Probablemente peque de ingenuo, pero siempre he pensado que no hay nada más estéril en esta vida que dejarse abrumar por el tamaño de un problema. Lo reconozco, la situación es realmente crítica, pues el sistema capitalista (el mejor de los posibles, sin duda) ha arrasado globalmente de tal manera que ya nadie parece capaz de ponerle una correa para evitar que haga daño a alguien. ¿Cómo puede reaccionarse cuando semejantes fuerzas se unen en contra de los intereses de la mayoría? ¿Qué podemos hacer los que no somos nadie para frenar los efectos de esta progresiva deshumanización? ¿Existe algún medio para evitar el colapso ético de una sociedad carente de compasión hacia quien lo pasa realmente mal?

En mi opinión, el gran error a la hora de afrontar los desequilibrios sociales que vivimos en la actualidad consiste en pensar que esta guerra se ganará convirtiendo a los grandes organismos internacionales que han sido seducidos por el lado oscuro, esos entes míticamente rehabilitables que aparecen en todas las bienintencionadas redacciones de Primaria: los gobiernos del mundo, la ONU, los poderosos, etc. Craso error. La mejor manera de garantizar que todo siga como está consiste en cruzarse de brazos esperando al héroe de la Marvel.

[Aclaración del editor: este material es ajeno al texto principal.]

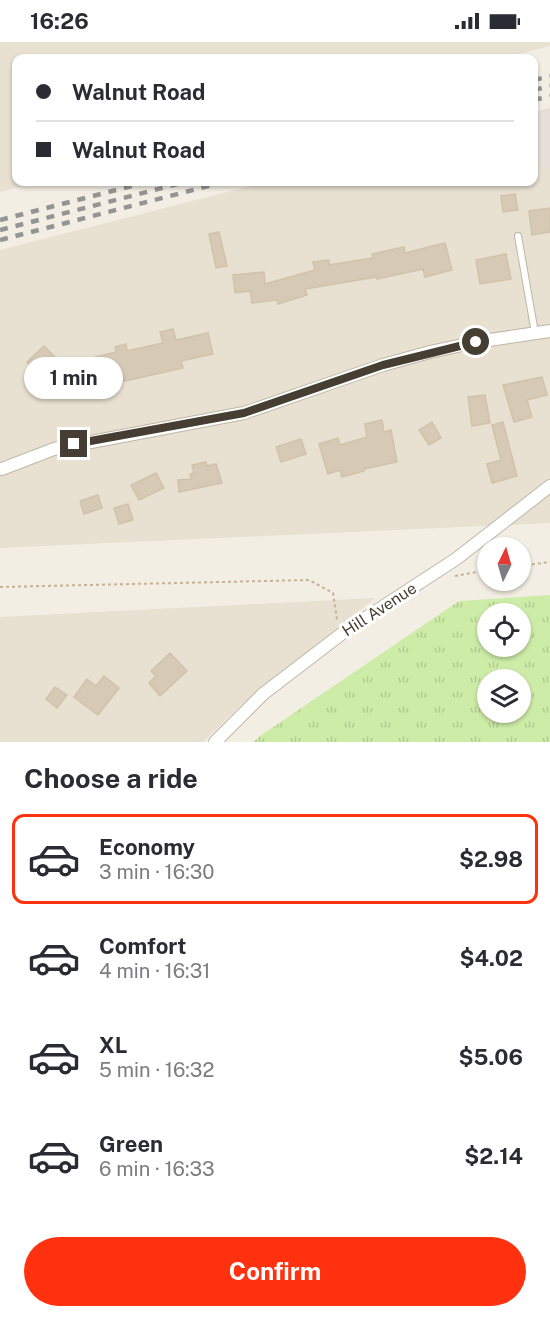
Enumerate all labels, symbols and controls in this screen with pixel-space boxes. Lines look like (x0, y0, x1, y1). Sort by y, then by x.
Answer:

Puede que el pasado nos haya regalado algún dirigente que haya cambiado el curso de la historia, pero la mayor parte de los avances de nuestra civilización se han debido a pequeños gestos compartidos por muchos individuos anónimos. Ése es nuestro campo de batalla.

El pasado fin de semana tuve la fortuna de participar en la jornada de puertas abiertas organizada por la Fundació Bonanit. Sus responsables nos mostraron las sencillas dependencias que se han habilitado en la Part Alta de Tarragona para dar un hogar temporal a quienes habitualmente pasan las noches al raso. Se trata de una labor modesta, nacida de la iniciativa particular, que se mantiene gracias al trabajo de varios voluntarios y a la cooperación de cientos de personas normales y corrientes. Y no es un movimiento aislado. También tengo la suerte de conocer a varias personas implicadas en otras organizaciones con fines humanitarios (Caritas, clubes rotarios, Fundación Vicente Ferrer) cuyas actividades, sensiblemente diferentes entre sí, comparten una desinteresada preocupación solidaria y permiten atisbar un aliento de humanidad en la sociedad que nos rodea.

No es tiempo de rasgarse las vestiduras viendo el telediario sino de levantarse del sofá y actuar, cada uno según sus posibilidades, ofreciendo nuestro tiempo, nuestros conocimientos o nuestra colaboración económica. Nuestro pequeño grano de arena. Pensemos que jamás ha sido tan fácil sentir empatía por los menos afortunados. Ojalá no sea así, pero cualquiera de nosotros podría ser algún día el destinatario de esa ayuda necesaria.